Yaklaşık 600 yıl Türk hâkimiyetinde yaşayan Türk ve Müslümanların çoğunluğunu oluşturduğu bu bölge Yunanistan’a terk edilir. Yüz yılın başında %85’i Türk olan nüfus zamanla azınlığa düşer ve bölge bugünde sorun olmaya devam eder.
Kaynakça:
1)Trakya’da Milli Mücadele Tevfik Bıyıklıoğlu Ankara 1992
2) Makedonya Eşkiyalık Tarihi ve Son Osmanlı Yönetimi Tahsin Uzer Ankara 1999
3) Bir Komitecinin Anıları Fuat Balkan İstanbul
4 Batı Trakya’nın Dünü Bugünü Ümit Kurtuluş İstanbul 1973
5) Teşkilat-ı Mahsusa’dan Hacı Sami Bey
6) Ekrem Hayri Peker İstanbul 2012)
7) Türkiye Üzerine Tezler V.cilt Prof. Dr. Yalçın Küçük İstanbul
8) Sırlar -Yalçın Küçük İstanbul
9) Tarihte Girit ve Osmanlılar Dönemi N. Ahmet Benguoğlu İstanbul
10) Balkan Savaşı İbrahim Artunç İstanbul
11)Enver Paşa’nın Anıları (19-1908) Hazırlayan: Halil Erdoğan Cengiz İstanbul
Fuat Balkan
Türk asker ve kurtuluş savaşı döneminde Komita’dan Beşiktaş Jimnastik Kulübünün 1 numaralı üyesi ve başkanıdır. Osmanlı ordusunun bir subayı olarak Birinci Dünya Savaşında, Batı Trakya’da Bulgar Komitacıları ile Sırp ve Yunanlılara karşı mücadele etti. 1908 -1923 yılları arasından aralıksız olarak önemli ve gizli görevlerde bulunmuştur. Batı Trakya’da, Yunanlıların Anadolu’ya Sevk edecekleri kuvvetleri Rumeli’de oyalamakla görevlendirilmiştir.

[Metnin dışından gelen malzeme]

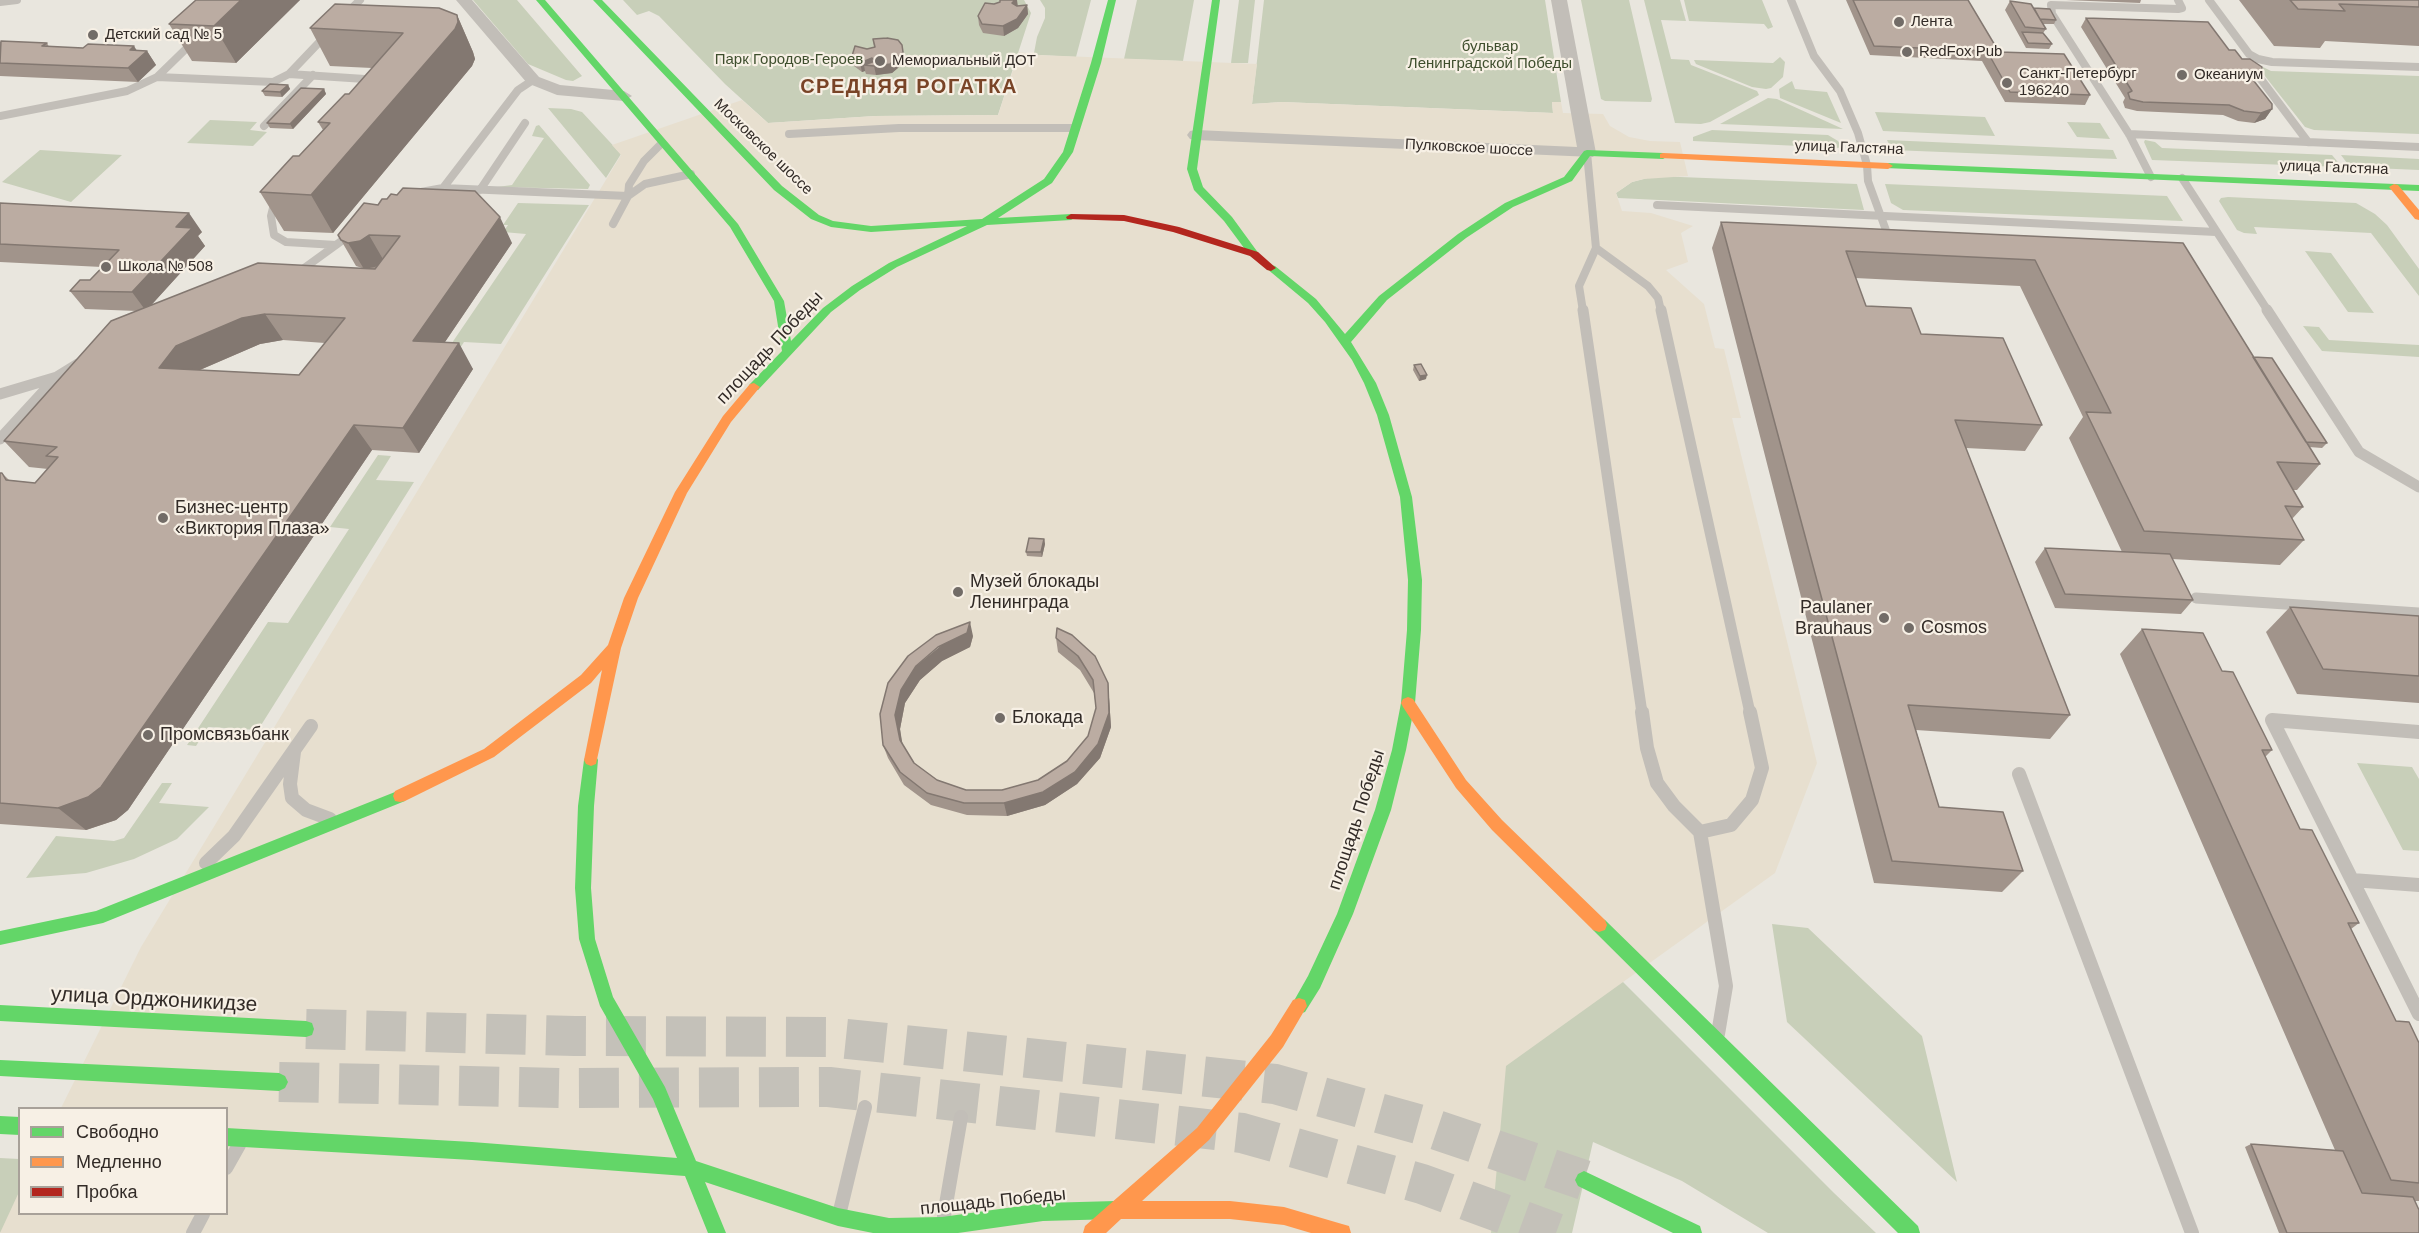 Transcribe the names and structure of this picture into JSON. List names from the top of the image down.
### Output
{
  "streets": {
    "main road": [
      "Московское шоссе",
      "улица Галстяна",
      "площадь Победы",
      "улица Орджоникидзе"
    ],
    "street": ["Пулковское шоссе"]
  },
  "crossings": [
    ["Московское шоссе", "площадь Победы"],
    ["Пулковское шоссе", "улица Галстяна"]
  ],
  "districts": ["СРЕДНЯЯ РОГАТКА"],
  "parks": ["бульвар Ленинградской Победы", "Парк Городов-Героев"],
  "places": [
    "Лента",
    "Детский сад № 5",
    "RedFox Pub",
    "Мемориальный ДОТ",
    "Океаниум",
    "Санкт-Петербург 196240",
    "Школа № 508",
    "Бизнес-центр «Виктория Плаза»",
    "Музей блокады Ленинграда",
    "Paulaner Brauhaus",
    "Cosmos",
    "Блокада",
    "Промсвязьбанк"
  ],
  "legend": ["Свободно", "Медленно", "Пробка"]
}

Lozan Antlaşması’ndan sonra Mareşal Fevzi Çakmak kendisine takdirname göndermiş ve Sonsuz hizmetleri için kendisine Teşekkür etmiştir. TBMM’nde VI ve VII Dönem Edirne VIII Dönem Kocaeli Milletvekilliği yapan Fuat Balkan cepheden Meclise girenlere verilen Yeşil -Kırmızı Kurdeleli İstiklal Madalyası sahibidir.
1918-23, 1926-28 yılları ve 1930 -31 yılları arasında üç dönem Beşiktaş’ta Başkanlık yapmıştır. BJK kulüp sicilinde bir numaralı kurucu olarak yer almaktadır. Aynı zamanda 1903 yılında faaliyete başlayan Beşiktaş Kulübü Divan Kurulunun Üye listesinde de Bir numaralı üyedir.

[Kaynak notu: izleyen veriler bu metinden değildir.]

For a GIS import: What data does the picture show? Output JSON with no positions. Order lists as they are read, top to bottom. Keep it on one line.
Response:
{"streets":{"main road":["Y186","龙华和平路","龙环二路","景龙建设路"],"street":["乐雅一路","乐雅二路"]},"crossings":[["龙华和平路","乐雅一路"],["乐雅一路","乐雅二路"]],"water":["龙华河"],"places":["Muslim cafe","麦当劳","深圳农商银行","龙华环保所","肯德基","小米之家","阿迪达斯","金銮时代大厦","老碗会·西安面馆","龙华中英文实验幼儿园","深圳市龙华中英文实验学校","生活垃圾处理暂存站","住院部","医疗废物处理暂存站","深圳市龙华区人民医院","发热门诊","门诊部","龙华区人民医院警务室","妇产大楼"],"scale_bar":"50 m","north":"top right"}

Beşiktaş’ın kurucularından olan Fuat Balkan ve Mazhar Kazancı 31 Mart 1909’daki siyasi olaylardan sonra Edirne’den İstanbul’a geldiler. Siyasi olayların yatışmasının ardından başarılı bir Eskrimci ve Eskrim hocası olan Fuat Balkan ile başta güreş ve halter sporlarını yapan Mazhar Kazancı, Serencebey ‘de Jimnastik yapan gençleri topladı ve birlikte spor yapma fikrini onlara kabul ettirdi. Beşiktaş’ın ıhlamur semtindeki evinin altındaki yeri kulüp merkezi yaptı. Fuat Balkan’ın kendisi tarafından kaleme alınan anıları, ölümünden 38 yıl sonra Turgut Güneş tarafından Komitacı adıyla yayımlanmıştır.
Şakir Zümre
(D.1885 Varna – ölümü 16 Haziran 1966 )
Cumhuriyet döneminin ilk sanayicisi, İstiklal Savaşı’nın ilk Türk Özel Uçak Bombası fabrikasının kurucusu ve hukukçusudur.

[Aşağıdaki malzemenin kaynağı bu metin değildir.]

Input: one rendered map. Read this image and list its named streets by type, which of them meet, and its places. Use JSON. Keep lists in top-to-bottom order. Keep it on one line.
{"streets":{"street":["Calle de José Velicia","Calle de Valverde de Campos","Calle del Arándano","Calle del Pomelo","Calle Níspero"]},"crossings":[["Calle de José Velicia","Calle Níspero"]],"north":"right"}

İlköğrenimini Varna’da tamamlandıktan sonra Cenevre’ye gitti Lise Eğitiminden sonra 1908 yılında Cenevre’de hukuk fakültesinden mezun oldu.1. Dünya savaşı sırasında, Varna Türk milletvekili olarak Bulgar Parlamentosu’na 17 Türk temsilciden biri olarak girdi. Mareşal Fevzi Çakmak’ın yakın akrabası olan Şakir Zümre, aynı yıllarda Sofya’da Yarbay rütbesiyle Türk Askeri Ateşeliği görevinde bulunan Mustafa Kemal ile tanıştı ve yakın arkadaşlık kurdu. Kurtuluş Savaşı’na destek vermek üzere yurt dışından Anadolu’ya silah ve cephane gönderdiği gibi, savaş sanayisinde değerlendirilmek üzere Türkiye’ye usta ve teknisyen bulunmasında da yardımcı oldu. Bu üstün hizmetleri nedeniyle İstiklal Madalyası aldı. İstiklal Savaşı’ndan sonra Türkiye’ye dönen Şakir Zümre, Atatürk’ün onayıyla Türkiye’nin savunma sanayisinin ilk özel sektör fabrikasını kurdu. İlk üretimler Bulgaristan’dan getirilen yabancı teknik kadro ile yapılırken zamanla yetiştirilen Türk işçiler 1930’lu yıllarda Bulgar Teknisyenlerin yerini aldı. Türk Hava Kuvvetleri’nin ve Türk Kara Kuvvetleri’nin ihtiyacı olan ilk silah ve cephaneler , ilk deniz altı su bombaları Şakir Zümre Fabrikası’nda üretildi.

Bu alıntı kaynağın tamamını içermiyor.